Work required>
Lines with the string "speed" are to be identified in the listing and copied.

Given data>

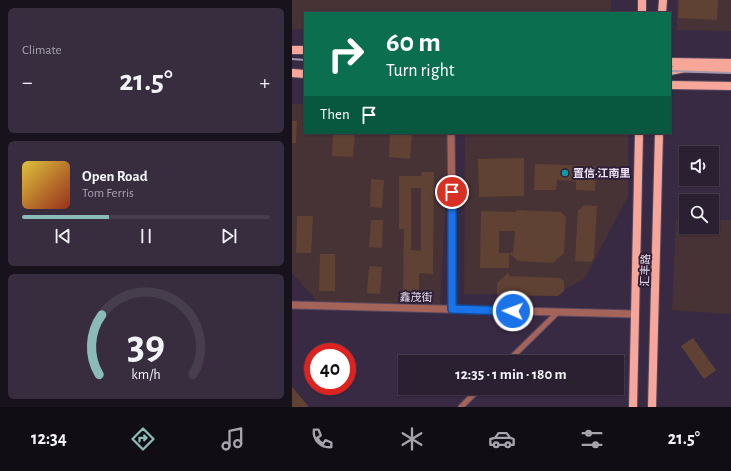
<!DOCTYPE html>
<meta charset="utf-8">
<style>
:root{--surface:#2b2032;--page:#372d3e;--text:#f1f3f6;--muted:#a6a3ac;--line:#473e4d;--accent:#8bbbb9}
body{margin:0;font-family:"Alegreya Sans","Noto Sans SC",sans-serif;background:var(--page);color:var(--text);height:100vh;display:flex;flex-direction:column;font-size:15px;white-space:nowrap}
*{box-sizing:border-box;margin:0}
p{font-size:13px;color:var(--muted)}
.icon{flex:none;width:22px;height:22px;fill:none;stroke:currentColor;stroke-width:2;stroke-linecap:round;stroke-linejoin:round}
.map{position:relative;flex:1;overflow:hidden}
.side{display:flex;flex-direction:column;gap:8px;padding:8px;background:#18121c;width:292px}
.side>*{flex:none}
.top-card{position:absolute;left:12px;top:12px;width:367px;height:122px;border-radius:0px;box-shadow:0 1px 3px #0004,0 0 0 1px var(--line);background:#0b6e4f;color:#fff;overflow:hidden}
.tools{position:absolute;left:387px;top:146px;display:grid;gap:8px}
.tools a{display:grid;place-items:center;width:40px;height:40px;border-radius:0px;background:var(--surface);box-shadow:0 1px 3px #0004,0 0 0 1px var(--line);font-size:20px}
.speed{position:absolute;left:12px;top:343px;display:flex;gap:8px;font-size:20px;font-weight:700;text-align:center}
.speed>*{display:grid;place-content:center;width:52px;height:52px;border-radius:50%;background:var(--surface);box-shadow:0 1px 3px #0004,0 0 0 1px var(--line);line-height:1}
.speed .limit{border:6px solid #d22;background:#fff;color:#111}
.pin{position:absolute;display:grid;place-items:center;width:34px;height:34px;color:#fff;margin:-17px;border:2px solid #fff;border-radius:50%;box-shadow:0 1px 4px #0007}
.me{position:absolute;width:44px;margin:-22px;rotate:272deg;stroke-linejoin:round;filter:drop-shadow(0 0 3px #0008)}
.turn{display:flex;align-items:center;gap:14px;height:84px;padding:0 16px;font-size:18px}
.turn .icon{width:52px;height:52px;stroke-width:2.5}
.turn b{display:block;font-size:28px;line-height:34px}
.then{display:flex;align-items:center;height:38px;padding:0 16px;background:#0003;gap:8px;font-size:15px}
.big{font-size:30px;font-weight:700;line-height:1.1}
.side .widget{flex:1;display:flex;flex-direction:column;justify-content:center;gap:6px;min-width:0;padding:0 14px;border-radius:6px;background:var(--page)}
.side .dial{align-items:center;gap:0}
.dial svg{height:104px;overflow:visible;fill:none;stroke:var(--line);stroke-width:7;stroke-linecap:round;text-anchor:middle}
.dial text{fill:var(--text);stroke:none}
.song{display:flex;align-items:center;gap:12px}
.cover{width:48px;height:48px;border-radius:6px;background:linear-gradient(135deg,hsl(50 70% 55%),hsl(10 70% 35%))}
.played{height:4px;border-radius:2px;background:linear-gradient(90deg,var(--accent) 35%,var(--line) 35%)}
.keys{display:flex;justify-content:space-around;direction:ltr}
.heat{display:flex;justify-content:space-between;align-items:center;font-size:22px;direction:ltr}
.trip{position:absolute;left:106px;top:355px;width:226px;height:40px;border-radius:0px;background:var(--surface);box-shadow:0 1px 3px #0004,0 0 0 1px var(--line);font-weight:700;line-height:40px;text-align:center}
.tabs{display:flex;height:64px;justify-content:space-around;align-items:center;background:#110d14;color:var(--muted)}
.tabs .icon{width:28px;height:28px}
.tabs .current{color:var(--accent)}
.tabs b{font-size:18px;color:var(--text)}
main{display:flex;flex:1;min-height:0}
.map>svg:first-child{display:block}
.commercial{fill:#473235}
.building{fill:#604234;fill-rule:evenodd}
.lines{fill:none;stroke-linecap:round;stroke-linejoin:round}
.minor-casing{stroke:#55475f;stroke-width:7}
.tertiary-casing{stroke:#55475f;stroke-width:9}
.primary-casing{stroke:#55475f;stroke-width:10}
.minor{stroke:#a4645a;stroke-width:5}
.tertiary{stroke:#a4645a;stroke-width:7}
.primary{stroke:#f6a79a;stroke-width:8}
.rail{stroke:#a398ac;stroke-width:2}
.route-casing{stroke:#114b97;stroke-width:10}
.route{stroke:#1a73e8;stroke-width:7}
.culture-dot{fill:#0f9aa8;stroke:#2f2038;stroke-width:1.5}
.labels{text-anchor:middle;stroke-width:4;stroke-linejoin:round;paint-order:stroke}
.poi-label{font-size:11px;font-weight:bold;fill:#ebe2f2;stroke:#2f2038;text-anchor:start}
.street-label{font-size:11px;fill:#ebe2f2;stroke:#2f2038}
</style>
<main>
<section class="side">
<div class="widget"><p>Climate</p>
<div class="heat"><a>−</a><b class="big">21.5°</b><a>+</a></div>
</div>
<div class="widget">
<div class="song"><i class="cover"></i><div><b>Open Road</b><p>Tom Ferris</p></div></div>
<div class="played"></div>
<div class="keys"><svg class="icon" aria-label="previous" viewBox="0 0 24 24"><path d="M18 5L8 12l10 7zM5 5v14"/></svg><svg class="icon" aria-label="pause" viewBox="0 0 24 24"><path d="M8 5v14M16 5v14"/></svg><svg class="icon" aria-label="next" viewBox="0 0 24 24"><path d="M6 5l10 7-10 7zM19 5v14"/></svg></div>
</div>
<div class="widget dial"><svg viewBox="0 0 100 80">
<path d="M14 69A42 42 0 1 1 86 69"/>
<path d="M14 69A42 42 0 0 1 16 23" stroke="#8bbbb9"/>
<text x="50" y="56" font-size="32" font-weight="700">39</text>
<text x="50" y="72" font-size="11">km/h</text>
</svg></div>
</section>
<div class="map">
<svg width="439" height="407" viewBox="0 0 439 407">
<rect width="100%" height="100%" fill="#392a43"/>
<!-- commercial -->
<g class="commercial">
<path d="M0,0H319L318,13H13V29H0Z"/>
<path d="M385,0H439V31L385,30Z"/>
<path d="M0,104H13V133H157L148,307L26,302L0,273Z"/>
<path d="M173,133H336V196L293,278L263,295L172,294Z"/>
<path d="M384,219H394V227H420V220H439V314L380,310Z"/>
</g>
<!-- building -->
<g class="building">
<path d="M387,0H426L425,20L386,18Z"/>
<path d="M0,121H5L4,143H0Z"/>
<path d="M41,133H63L61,157L40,156Z"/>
<path d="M98,133H120L118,159L97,157Z"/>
<path d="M232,158V196L187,197L186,159Z"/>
<path d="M243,164L304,166L303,191L284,190V181L265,180L264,190H242Z"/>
<path d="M130,172H142L141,274L127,273V291H111L112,229H107V176H129ZM119,188H129V251L119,250Z"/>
<path d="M79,179L92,180L90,208L78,207Z"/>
<path d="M292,205L305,206L302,258L299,262L283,261L286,211Z"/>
<path d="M224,210L269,212L274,217L272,253L261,263L226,261L217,253V268H188L189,211L224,212ZM207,231H223L221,253H207Z"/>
<path d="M5,216H21L19,253H4Z"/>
<path d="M79,220H91L90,248L77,247Z"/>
<path d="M28,254H43V291H27Z"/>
<path d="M77,266L90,267L88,294L75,293Z"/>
<path d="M217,272V276L268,278L272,281V291L266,296L205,295V283Z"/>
<path d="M401,338L424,370L412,379L389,346Z"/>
<path d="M0,387L17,407H0Z"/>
</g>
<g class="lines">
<!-- minor casing -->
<g class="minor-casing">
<g id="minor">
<path d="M215,362L266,312"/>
<path d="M169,407L188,388"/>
</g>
</g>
<!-- tertiary casing -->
<g class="tertiary-casing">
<g id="tertiary">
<path d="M159,133L161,309"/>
<path d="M0,305L343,314"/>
</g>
</g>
<!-- primary casing -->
<g class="primary-casing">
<g id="primary">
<path d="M350,13V0"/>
<path d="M370,13L371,0"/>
<path d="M0,50H13"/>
<path d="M378,62L439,63"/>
<path d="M378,71L393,68L439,69"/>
<path d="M0,73L13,74"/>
<path d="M378,85L439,86"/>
<path d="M341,407L347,133"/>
<path d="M360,407L367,133"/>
</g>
</g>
<!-- minor -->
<use href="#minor" class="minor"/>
<!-- tertiary -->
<use href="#tertiary" class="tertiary"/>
<!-- primary -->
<use href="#primary" class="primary"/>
<!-- rail -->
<g class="rail">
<path d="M0,59L13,60"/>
<path d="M378,71L439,73"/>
</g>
</g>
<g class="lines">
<!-- route casing -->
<g class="route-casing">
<path id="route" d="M160,192V309L221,311"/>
</g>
<!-- route -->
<use href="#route" class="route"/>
</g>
<!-- markers -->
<circle class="culture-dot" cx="273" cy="173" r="4"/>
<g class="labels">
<!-- poi labels -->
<g class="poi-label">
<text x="281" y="177">置信·江南里</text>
</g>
<!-- street labels -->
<g class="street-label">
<text transform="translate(353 270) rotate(-88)" y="4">汇丰路</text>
<text transform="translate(124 297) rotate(1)" y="4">鑫茂街</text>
</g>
</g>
</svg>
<div class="tools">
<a><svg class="icon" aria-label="sound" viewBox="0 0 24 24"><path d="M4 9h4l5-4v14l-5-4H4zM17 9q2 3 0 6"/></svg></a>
<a><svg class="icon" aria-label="search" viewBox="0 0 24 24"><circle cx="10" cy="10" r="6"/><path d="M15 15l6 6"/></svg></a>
</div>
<div class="speed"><div class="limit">40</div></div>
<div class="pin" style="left:160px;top:192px;background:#d93025"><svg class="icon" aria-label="arrive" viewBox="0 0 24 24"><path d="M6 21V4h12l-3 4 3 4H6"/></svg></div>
<svg class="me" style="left:221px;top:311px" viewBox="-20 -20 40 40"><circle r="17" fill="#1a73e8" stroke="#fff" stroke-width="3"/><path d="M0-11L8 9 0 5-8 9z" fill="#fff"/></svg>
<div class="trip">12:35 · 1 min · 180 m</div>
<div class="top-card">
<div class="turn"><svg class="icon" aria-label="right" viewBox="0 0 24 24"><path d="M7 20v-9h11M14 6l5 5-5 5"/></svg><div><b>60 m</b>Turn right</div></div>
<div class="then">Then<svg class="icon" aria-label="arrive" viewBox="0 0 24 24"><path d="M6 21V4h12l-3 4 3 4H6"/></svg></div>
</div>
</div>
</main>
<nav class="tabs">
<b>12:34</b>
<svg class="icon current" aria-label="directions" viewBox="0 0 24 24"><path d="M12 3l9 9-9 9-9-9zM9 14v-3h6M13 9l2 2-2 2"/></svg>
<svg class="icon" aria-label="music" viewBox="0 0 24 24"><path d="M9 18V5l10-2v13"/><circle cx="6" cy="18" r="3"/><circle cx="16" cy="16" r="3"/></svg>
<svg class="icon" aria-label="phone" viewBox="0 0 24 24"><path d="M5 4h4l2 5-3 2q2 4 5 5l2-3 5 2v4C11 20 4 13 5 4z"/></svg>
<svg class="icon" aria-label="climate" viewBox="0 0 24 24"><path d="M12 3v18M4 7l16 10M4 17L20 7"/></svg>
<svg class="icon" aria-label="car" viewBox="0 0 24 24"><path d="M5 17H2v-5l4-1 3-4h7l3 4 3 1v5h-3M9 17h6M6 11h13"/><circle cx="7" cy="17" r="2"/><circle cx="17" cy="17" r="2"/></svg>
<svg class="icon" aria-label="filters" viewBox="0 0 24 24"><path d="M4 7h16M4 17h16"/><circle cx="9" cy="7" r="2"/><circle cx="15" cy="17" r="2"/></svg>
<b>21.5°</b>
</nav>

Final answer>
.speed{position:absolute;left:12px;top:343px;display:flex;gap:8px;font-size:20px;font-weight:700;text-align:center}
.speed>*{display:grid;place-content:center;width:52px;height:52px;border-radius:50%;background:var(--surface);box-shadow:0 1px 3px #0004,0 0 0 1px var(--line);line-height:1}
.speed .limit{border:6px solid #d22;background:#fff;color:#111}
<div class="speed"><div class="limit">40</div></div>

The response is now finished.